Sleep and Depression
How Are Sleep Disorders and Depression Treated?
The treatment for clinical depression depends on how serious the mood disorder is. For instance, psychotherapy (talk therapy or counseling) combined with medications (antidepressants) is highly effective in treating depression. The antidepressants work to decrease symptoms of sadness or hopelessness while the psychotherapy helps improve coping skills and change negative attitudes and beliefs caused by depression. Talk therapy also works on coping skills to help you fall asleep more easily.
Which Medications Help Sleep Disorders and Depression?
Your doctor may treat sleep disorders and depression with an antidepressant such as an SSRI -- a selective serotonin reuptake inhibitor. Additionally, your doctor may prescribe a sedating antidepressant or a hypnotic medication -- a sleeping pill or other medication that helps people sleep.
Which Types of Antidepressants Can Help With Sleep?
Your doctor may prescribe one of the following antidepressants that can also help you sleep:
- An SSRI such as Zoloft, Prozac, Celexa, and Paxil. These medications can perform double duty for people by helping them sleep and elevating their mood. Some people taking these drugs, though, may still have trouble sleeping.
- Tricyclic antidepressants (including Pamelor and Elavil)
- SNRIs (serotonin/norepinephrine reuptake inhibitors such as Effexor, Pristiq, Khedezla, Fetzima, or Cymbalta)
- Sedating antidepressants (such as Remeron). The antidepressant trazodone is not widely used to treat depression but because it can cause drowsiness it is often paired as a sleep aid that can be used with other antidepressants.
Which Hypnotics or Sleeping Pills Are Most Effective?
Your doctor may prescribe one of the following hypnotics or sleeping pills to help resolve insomnia:
- Ambien/Ambien CR
Are There Other Sleep Tips That Can Help Depression?
Here are some lifestyle tips that -- in combination with antidepressants and hypnotics -- may help improve sleep and resolve insomnia:
- Meditation, listening to soft music, or reading a book before bedtime can help increase relaxation while focusing your thoughts on neutral or pleasant topics.
- Clear your head of concerns by writing a list of activities that needs to be completed the next day. Then tell yourself you will think about it tomorrow.
- Get regular exercise -- but no later than a few hours before bedtime.

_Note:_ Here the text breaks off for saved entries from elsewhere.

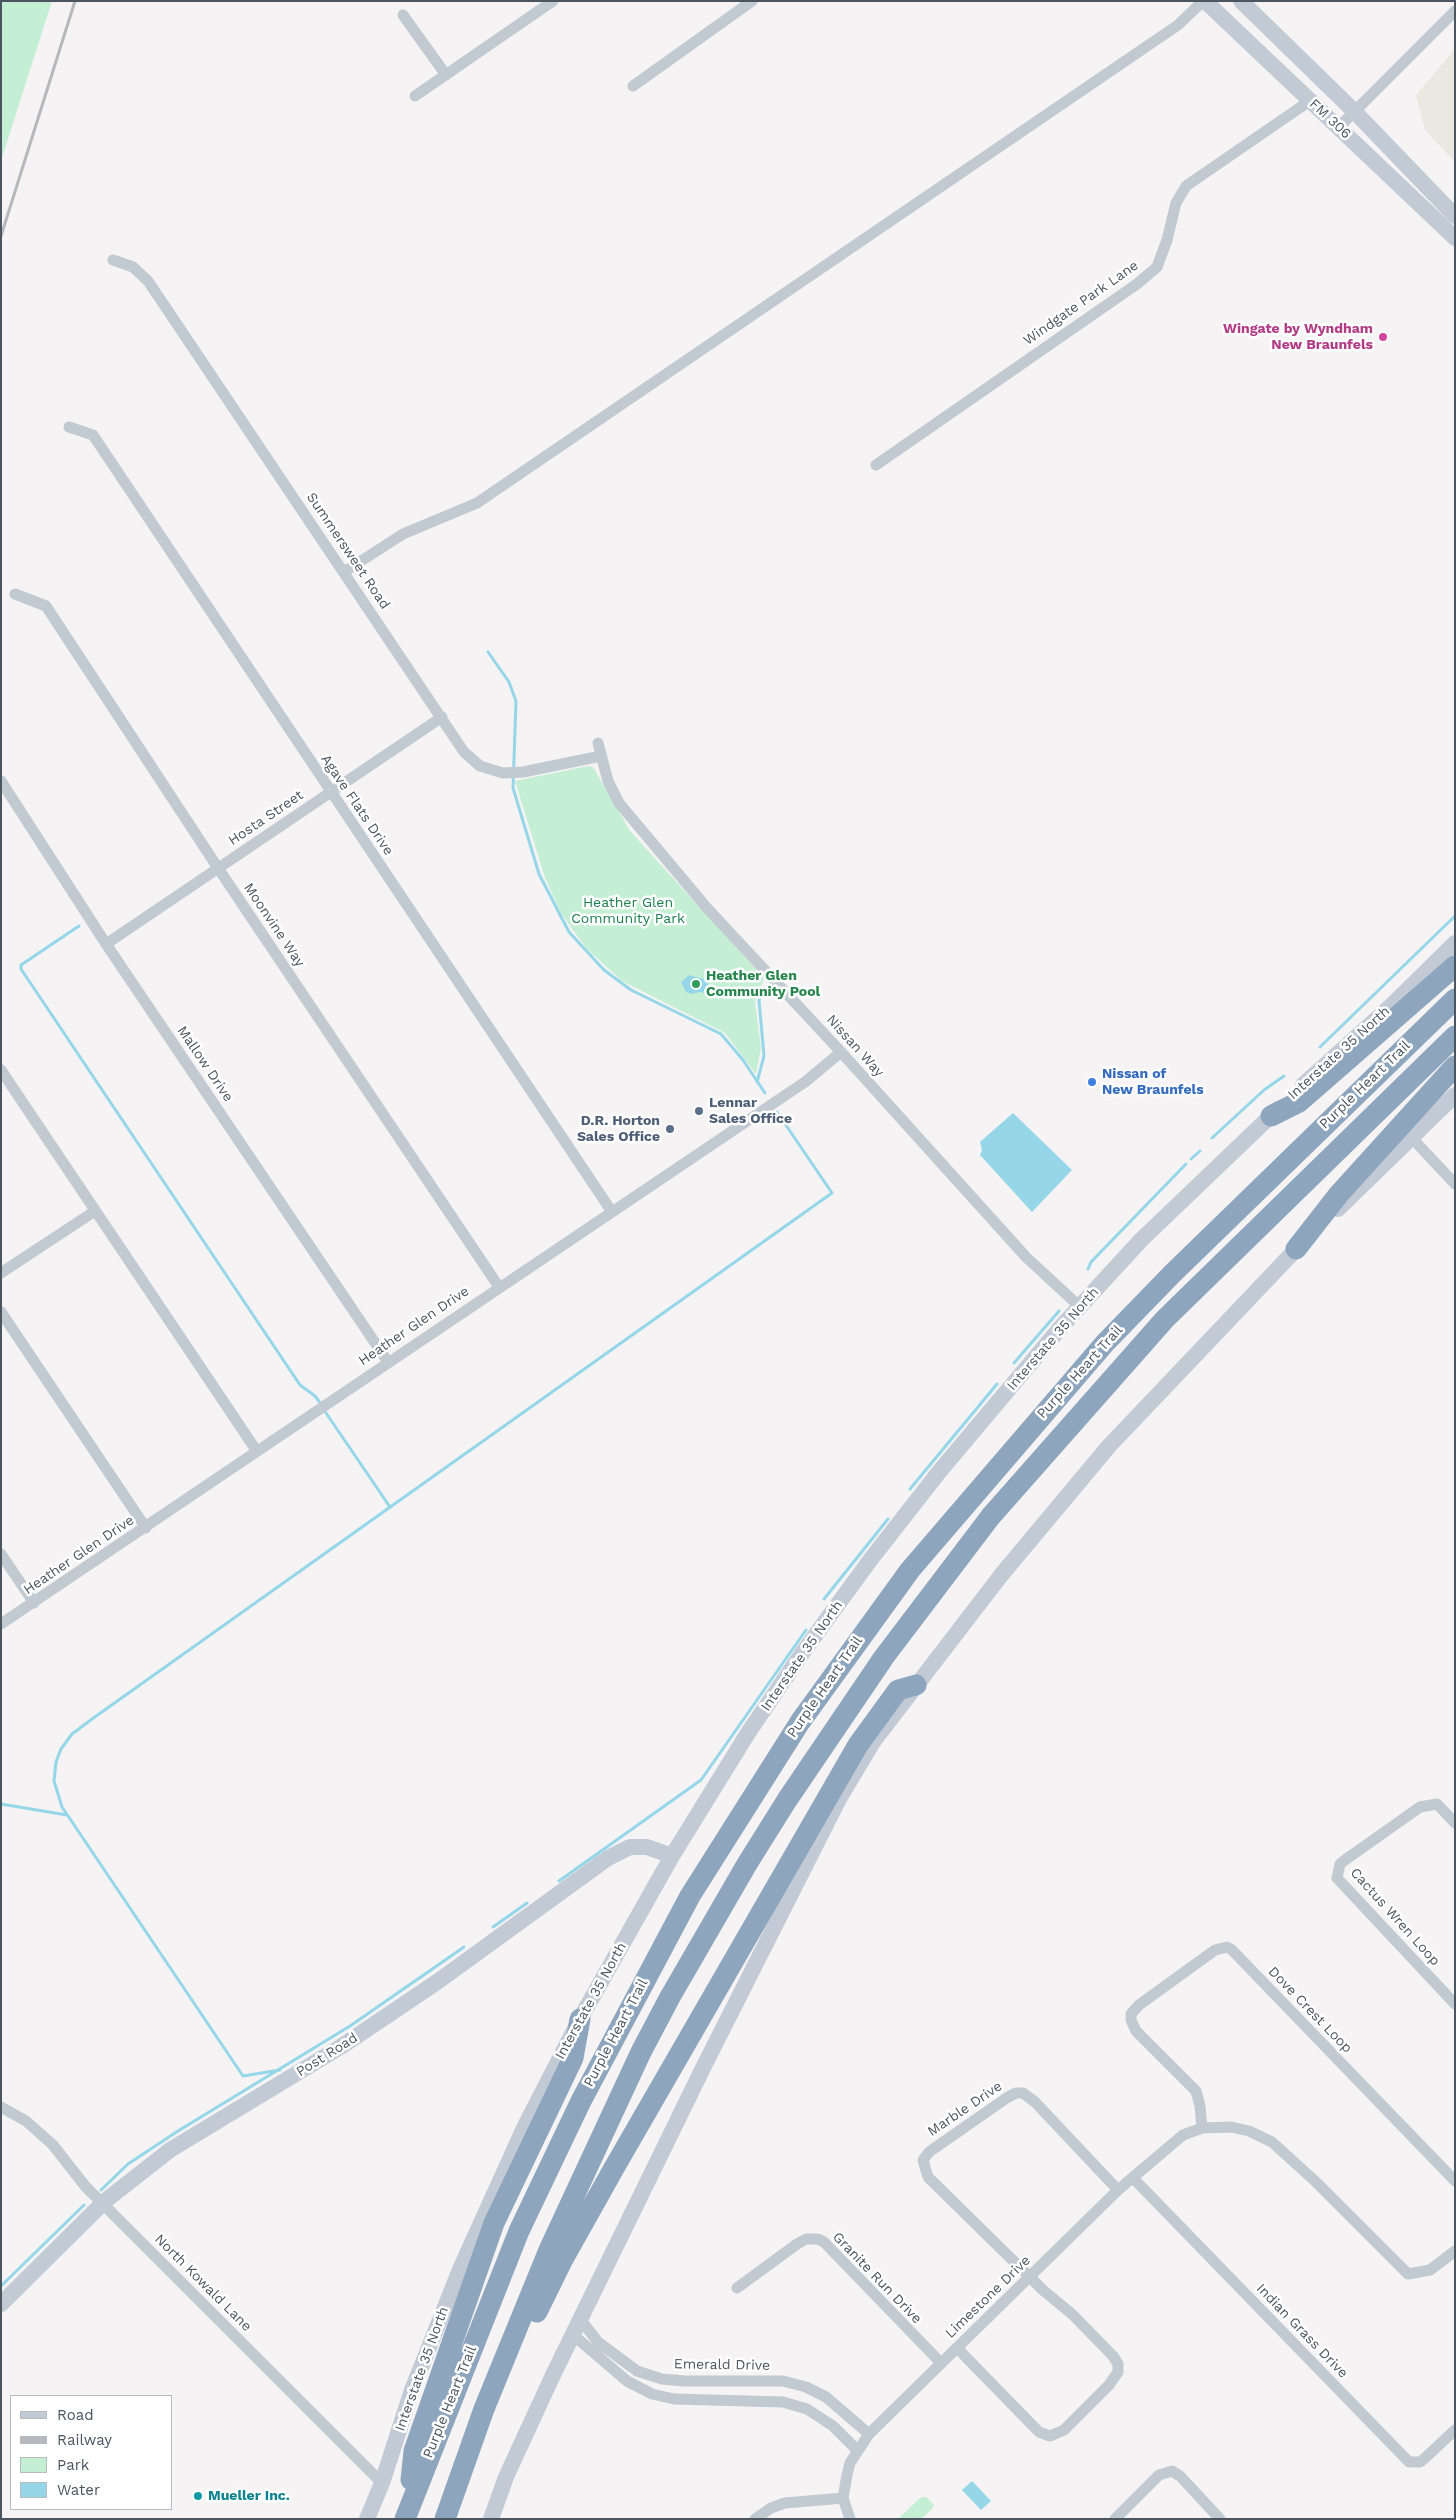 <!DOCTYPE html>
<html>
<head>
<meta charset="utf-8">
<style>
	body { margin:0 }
	#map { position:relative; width:1456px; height:2520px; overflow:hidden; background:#f5f3f3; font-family:"Work Sans",sans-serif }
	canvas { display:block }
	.frame { position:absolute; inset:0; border:2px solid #4b5660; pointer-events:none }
	.legend { position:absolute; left:10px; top:2395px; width:162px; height:115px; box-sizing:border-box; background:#fff; border:1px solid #b7bbbf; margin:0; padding:6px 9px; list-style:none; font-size:15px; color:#4b5660 }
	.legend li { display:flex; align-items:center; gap:10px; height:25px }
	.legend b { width:25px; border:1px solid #b7bbbf }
</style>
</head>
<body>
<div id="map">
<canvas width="1456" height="2520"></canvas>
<div class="frame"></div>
<ul class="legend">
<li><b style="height:6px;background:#c2cbd5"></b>Road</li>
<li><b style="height:6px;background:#b5b8bc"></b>Railway</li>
<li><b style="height:14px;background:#c5efd5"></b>Park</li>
<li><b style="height:14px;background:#95d7e9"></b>Water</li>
</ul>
</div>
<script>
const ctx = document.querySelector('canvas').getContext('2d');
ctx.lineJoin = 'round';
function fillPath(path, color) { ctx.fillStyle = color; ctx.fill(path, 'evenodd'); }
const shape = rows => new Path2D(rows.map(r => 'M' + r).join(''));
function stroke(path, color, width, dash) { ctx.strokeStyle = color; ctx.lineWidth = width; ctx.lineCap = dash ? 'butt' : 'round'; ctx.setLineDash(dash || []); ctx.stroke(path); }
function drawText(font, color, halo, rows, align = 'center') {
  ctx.font = font + ' "Work Sans",sans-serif'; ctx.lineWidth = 5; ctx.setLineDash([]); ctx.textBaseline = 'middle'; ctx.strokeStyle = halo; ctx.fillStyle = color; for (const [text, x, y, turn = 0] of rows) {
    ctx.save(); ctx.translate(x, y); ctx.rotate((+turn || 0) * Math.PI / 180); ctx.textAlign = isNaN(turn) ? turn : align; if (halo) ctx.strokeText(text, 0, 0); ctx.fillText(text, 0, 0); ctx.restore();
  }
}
fillPath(shape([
	[1455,49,1455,162,1425,130,1416,95]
]), '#eae8e1');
fillPath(shape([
	[1,1,52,1,1,161],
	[588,766,593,767,630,831,764,978,755,1002,761,1048,756,1074,725,1033,622,981,586,948,561,913,545,878,515,781],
	[921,2497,926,2497,934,2505,932,2509,921,2519,898,2519]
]), '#c5efd5');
fillPath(shape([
	[689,975,707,980,710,994,700,992,691,994,686,992,681,982],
	[1013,1113,1072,1170,1032,1212,980,1155,982,1150,980,1142],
	[972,2481,991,2501,981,2510,962,2490]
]), '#95d7e9');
stroke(shape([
	[488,652,509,682,516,701,513,788,539,874,569,932,604,970,631,990,721,1034,743,1060,765,1093],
	[79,926,21,965,21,969,300,1385,315,1396,321,1404],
	[1320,1047,1455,916],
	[757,1082,764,1056,759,1000,764,988],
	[1212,1138,1264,1090,1284,1076],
	[1191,1159,1200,1151],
	[1088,1269,1091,1262,1186,1164],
	[1014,1363,1059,1311],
	[324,1410,390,1507],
	[910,1489,997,1384],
	[824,1599,888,1519],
	[1,1804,67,1815],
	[559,1881,701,1780,806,1630],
	[493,1927,527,1903],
	[280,2070,243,2076,62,1807,54,1781,56,1762,61,1749,72,1734,92,1719,832,1193,777,1112],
	[101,2190,128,2164,178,2131,350,2026,464,1947],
	[1,2286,84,2205]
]), '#95d7e9', 3);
stroke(shape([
	[403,15,446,75],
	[633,86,752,1],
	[415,96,553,1],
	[1339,127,1455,11],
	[113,260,133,267,148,281,464,752,480,766,503,773,523,772,601,756],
	[69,427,93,435,612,1212],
	[876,465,1137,284,1157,267,1167,240,1176,203,1186,186,1311,100],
	[344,572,403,534,477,503,1178,25,1203,1],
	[15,594,46,606,218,868,499,1287],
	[598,743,608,781,619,803,707,908,841,1052,1026,1257,1079,1306],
	[1,781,106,944,388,1362],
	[106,944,442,717],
	[1,1070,256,1450],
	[1411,1137,1455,1184],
	[1,1273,95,1211],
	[1,1312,146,1528],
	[1,1554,34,1603],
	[1,1624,805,1082,841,1052],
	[1455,1823,1437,1804,1420,1807,1345,1860,1340,1864,1337,1878,1455,2004],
	[1,2107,26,2121,53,2145,85,2186,382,2483],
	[1202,2128,1200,2106,1196,2091,1136,2031,1131,2020,1131,2014,1139,2005,1215,1950,1227,1947,1232,1950,1455,2181],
	[1133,2178,1409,2462,1420,2462,1425,2458,1455,2430],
	[737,2288,797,2244,806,2239,818,2239,824,2242,941,2363],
	[580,2319,598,2342,637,2371,662,2379,684,2381,783,2381,806,2387,826,2397,869,2434],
	[572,2334,627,2381,652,2394,674,2399,783,2402,807,2409,833,2426,857,2450],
	[957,2348,1039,2432,1050,2436,1064,2430,1109,2385,1118,2372,1118,2364,1113,2356,1072,2314,1044,2291,928,2177,923,2160,929,2152,1008,2097,1016,2093,1023,2093,1035,2102,1118,2190],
	[755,2519,771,2508,785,2503,843,2498],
	[850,2519,843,2498,847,2475,850,2463,869,2434,1118,2190,1183,2135,1202,2128,1231,2127,1249,2131,1272,2142,1316,2182,1408,2274,1430,2270,1455,2251],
	[1115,2519,1159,2475,1172,2471,1180,2476,1220,2519]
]), '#c1cad1', 11);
stroke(shape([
	[1205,1,1455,238],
	[1241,1,1355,112,1455,216],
	[1303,1085,1392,1005,1455,943],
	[1338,1209,1455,1095],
	[1,2304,105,2201,170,2150,342,2046,437,1982,608,1858,630,1847,647,1847,672,1856],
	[367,2519,382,2483,412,2390,461,2267,524,2128,580,2019,672,1856,748,1733,803,1652,871,1559,939,1472,1061,1327,1141,1240,1278,1109],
	[491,2519,506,2477,553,2375,704,2066,839,1799,873,1742,1002,1574,1109,1446,1304,1241]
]), '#c2cbd5', 16);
stroke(shape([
	[1271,1116,1299,1102,1455,966],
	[1296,1249,1339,1194,1455,1066],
	[537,2312,563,2259,614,2168,858,1745,898,1690,916,1685],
	[411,2480,414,2451,494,2223,573,2058,580,2019],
	[405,2519,519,2231,581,2101,690,1896,800,1722,910,1570,1105,1343,1172,1274,1455,999],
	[445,2519,484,2409,549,2250,641,2052,670,1997,747,1864,787,1800,884,1657,991,1516,1165,1319,1455,1036]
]), '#8ea5be', 21);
stroke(shape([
	[1,236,75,1]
]), '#b5b8bc', 3);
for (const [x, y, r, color] of [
	[1383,337,5,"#d1479c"],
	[696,984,5,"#2e9e5b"],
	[1092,1082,5,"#3f7fe0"],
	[699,1111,5,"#5c6f8a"],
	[670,1129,5,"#5c6f8a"],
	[198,2496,5,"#0f9aa8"]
]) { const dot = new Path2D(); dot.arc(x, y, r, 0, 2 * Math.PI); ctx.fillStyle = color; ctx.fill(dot); stroke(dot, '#fff', 2); }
drawText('14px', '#4b5660', '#fff', [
	["FM 306",1330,119,43],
	["Windgate Park Lane",1081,303,-35],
	["Summersweet Road",348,551,56],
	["Agave Flats Drive",357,805,56],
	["Hosta Street",266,818,-34],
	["Moonvine Way",274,925,56],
	["Nissan Way",855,1046,48],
	["Interstate 35 North",1339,1053,-42],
	["Mallow Drive",205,1064,56],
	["Purple Heart Trail",1365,1085,-44],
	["Heather Glen Drive",414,1326,-34],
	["Interstate 35 North",1053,1339,-49],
	["Purple Heart Trail",1080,1372,-48],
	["Heather Glen Drive",79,1555,-34],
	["Interstate 35 North",802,1656,-55],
	["Purple Heart Trail",825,1687,-55],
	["Cactus Wren Loop",1395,1917,48],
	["Interstate 35 North",591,2001,-61],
	["Dove Crest Loop",1310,2010,46],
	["Purple Heart Trail",616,2033,-62],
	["Post Road",327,2055,-32],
	["Marble Drive",965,2109,-34],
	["Granite Run Drive",877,2278,46],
	["North Kowald Lane",203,2283,45],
	["Limestone Drive",988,2297,-44],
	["Indian Grass Drive",1302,2331,46],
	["Emerald Drive",722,2365,1],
	["Interstate 35 North",422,2369,-70],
	["Purple Heart Trail",450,2402,-68]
]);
drawText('bold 14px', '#b23c85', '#fff', [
	["Wingate by Wyndham",1373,329],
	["New Braunfels",1373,345]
], 'right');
drawText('14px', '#1d804e', '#fff', [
	["Heather Glen",628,903],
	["Community Park",628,919]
]);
drawText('bold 14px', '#27864d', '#fff', [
	["Heather Glen",706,976],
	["Community Pool",706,992]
], 'left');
drawText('bold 14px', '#366cbe', '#fff', [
	["Nissan of",1102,1074],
	["New Braunfels",1102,1090]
], 'left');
drawText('bold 14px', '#4e5e75', '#fff', [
	["Lennar",709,1103],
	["Sales Office",709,1119],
	["D.R. Horton",660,1121,"right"],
	["Sales Office",660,1137,"right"]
], 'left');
drawText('bold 14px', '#0d838f', '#fff', [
	["Mueller Inc.",208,2496]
], 'left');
</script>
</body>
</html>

Daily exercise, including stretching and conditioning exercises, can help to facilitate sleep and relieve the associated anxiety many people have about staying asleep.
- High levels of arousal associated with racing thoughts, worries, or rumination may delay sleep onset. Relaxation therapies such as yoga and deep abdominal breathing may be useful in initiating sleep.
- Don't use caffeine, alcohol, or nicotine in the evening. Check the ingredients in any over-the-counter or prescription medications to see if "sleeplessness" is indicated. Some medications such as headache medicines contain caffeine, which can cause poor sleep.
- Don't lie in bed tossing and turning. Get out of bed and do some light activity (such as reading or listening to soft music) in another room when you can't sleep. Go back to bed when you are feeling drowsy.
- Use the bed only for sleeping and sex. Don't lie in bed to watch TV or read. This way, your bed becomes a cue for sleeping, not for lying awake.
- Take a warm shower right before bedtime to increase deep sleep as your body cools.
- Keep your bedroom at a cool temperature.
- Wear earplugs and a sleep mask if noise and light bother your sleep.
- Get blackout shades for your bedroom to keep outside lights from bothering you.
- A white noise machine may also help if you cannot sleep because of household noises.